I got to an interesting point during the summer where my painting was moving on. My tutor had encouraged me to be more confident and I’d begun making stronger and more simplified marks with paint. A pause from painting during open studios for Herefordshire Art Week (h.ART) and currently with the group show in London has given me time to reflect on this work and a hunger to get back to it also!

Open Studio is very helpful – if you are brave enough – you invite visitors to look at and comment on your work in progress. I suppose this is quite a risky strategy as you are creatively vulnerable: at risk from negative feedback or from opinions that may actually confuse your sense of clarity. So with this in mind I always have a good think about revealing work in progress – am I happy for people to look at it and am I ready to deal with feedback from people I don’t know and trust (in terms of their opinions)?

I felt confident about the paintings I showed  – I knew they exhibited the birth of an idea rather than anything established but they are the result of a few months of development and their ideas are going somewhere.

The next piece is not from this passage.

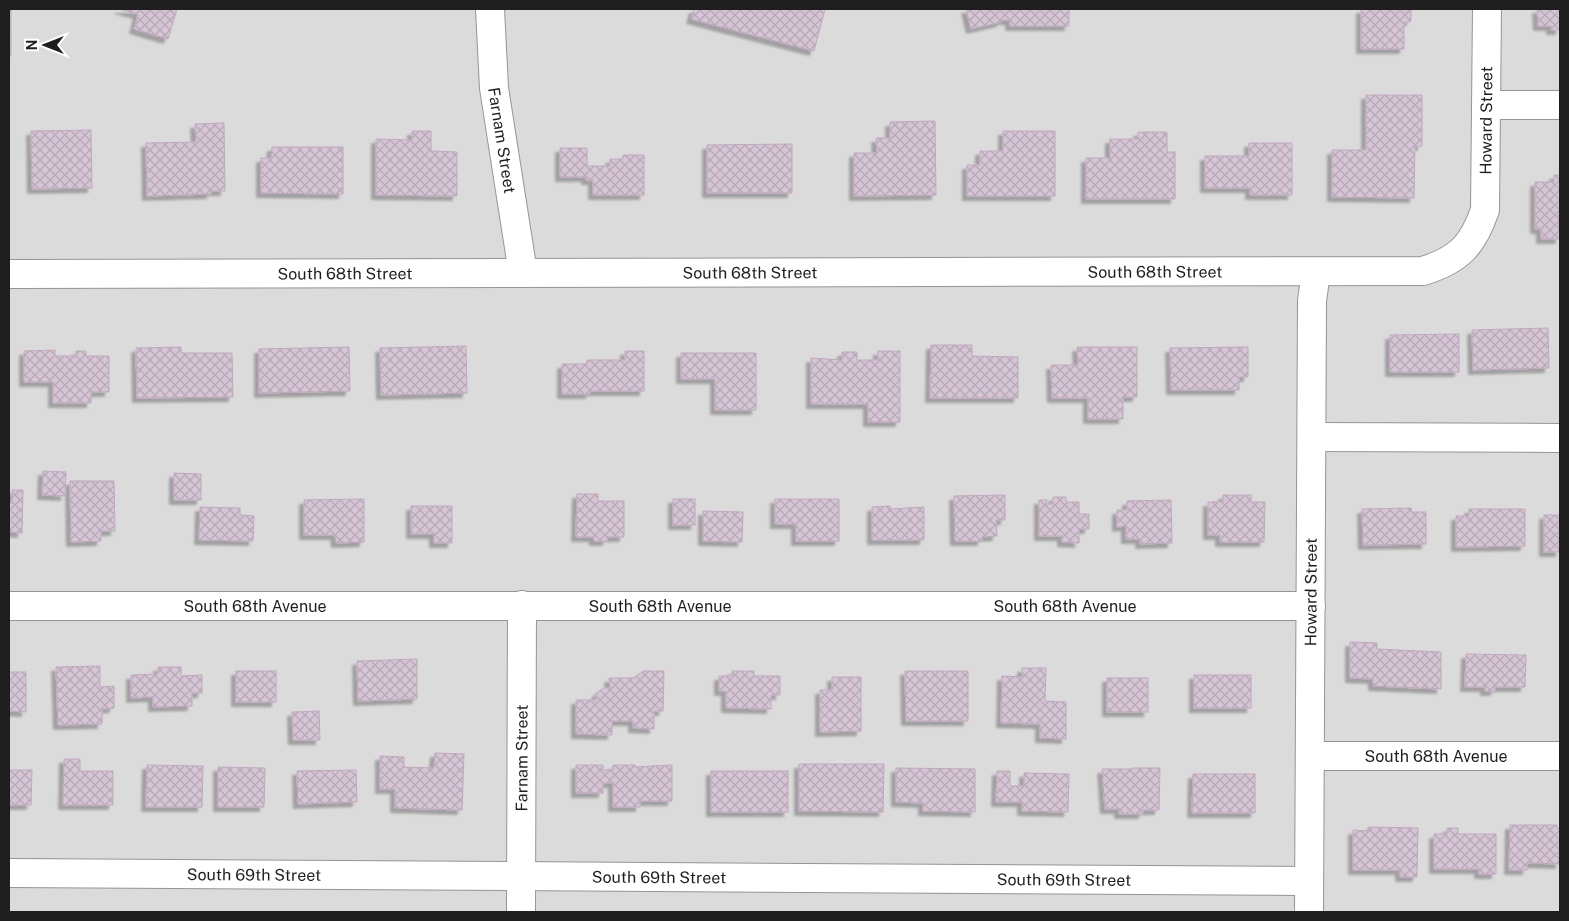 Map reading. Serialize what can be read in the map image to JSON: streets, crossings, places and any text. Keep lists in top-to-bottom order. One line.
{"streets":{"street":["Howard Street","Farnam Street","South 68th Street","South 68th Avenue","South 69th Street"]},"crossings":[["Howard Street","South 68th Street"],["Howard Street","South 68th Avenue"],["Howard Street","South 69th Street"],["Farnam Street","South 68th Street"],["Farnam Street","South 68th Avenue"],["Farnam Street","South 69th Street"]],"north":"left"} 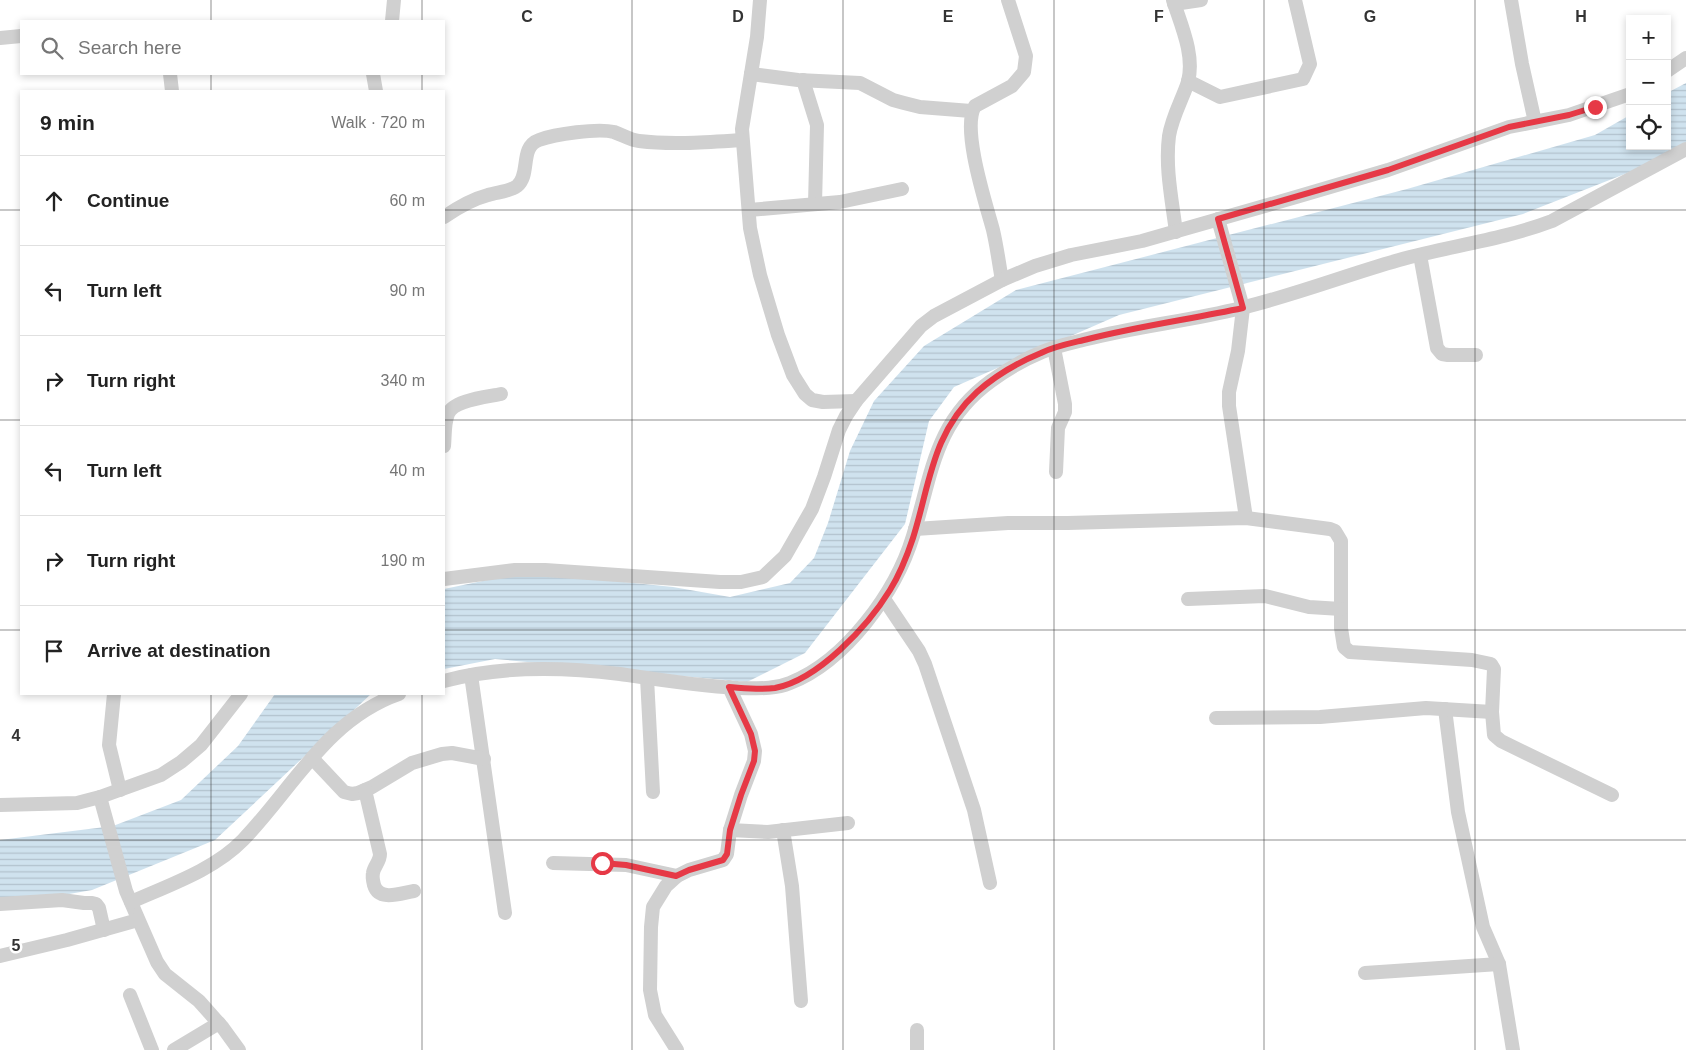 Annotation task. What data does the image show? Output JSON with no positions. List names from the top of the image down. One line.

So I’ve been testing them and the feedback has been encouraging – they seem to convey what I was intending.

I have since had two days in the studio with them – and a tutorial with our course leader – and I’m immersing myself in the work again. Thankfully I still feel inspired and I am picking up where I left off.

I’m interested in the figure I am using (studies from a small ceramic figurine of a seated child) as a vehicle for exploring the reality – in hindsight of course – of my childhood experiences – a looking back; a consideration of events with my now adult sensibilities. And in order to express my responses to this I’m weaving painting, drawing and collage together in a spontaneous and direct way.

The figurine that is the focus of my thoughts continues to intrigue me. I have known it since I was a small child and I feel it holds truths and memories that I am attempting to reveal to myself. At the same time my use of materials feels like a game of strategy, a series of steps – as if I’m maneuvering through a visual landscape with new and exciting possibilities.

I tend to reflect and photograph my work as I make it and for me this is a really effective way of analysing  and evaluating the aesthetic moves I make – my use of line and choice of colour; overlapping and redrawing; filling in with solid areas of paint.

I’m engaged with my process and the intellectual dimension of my work and look forward to my next studio day.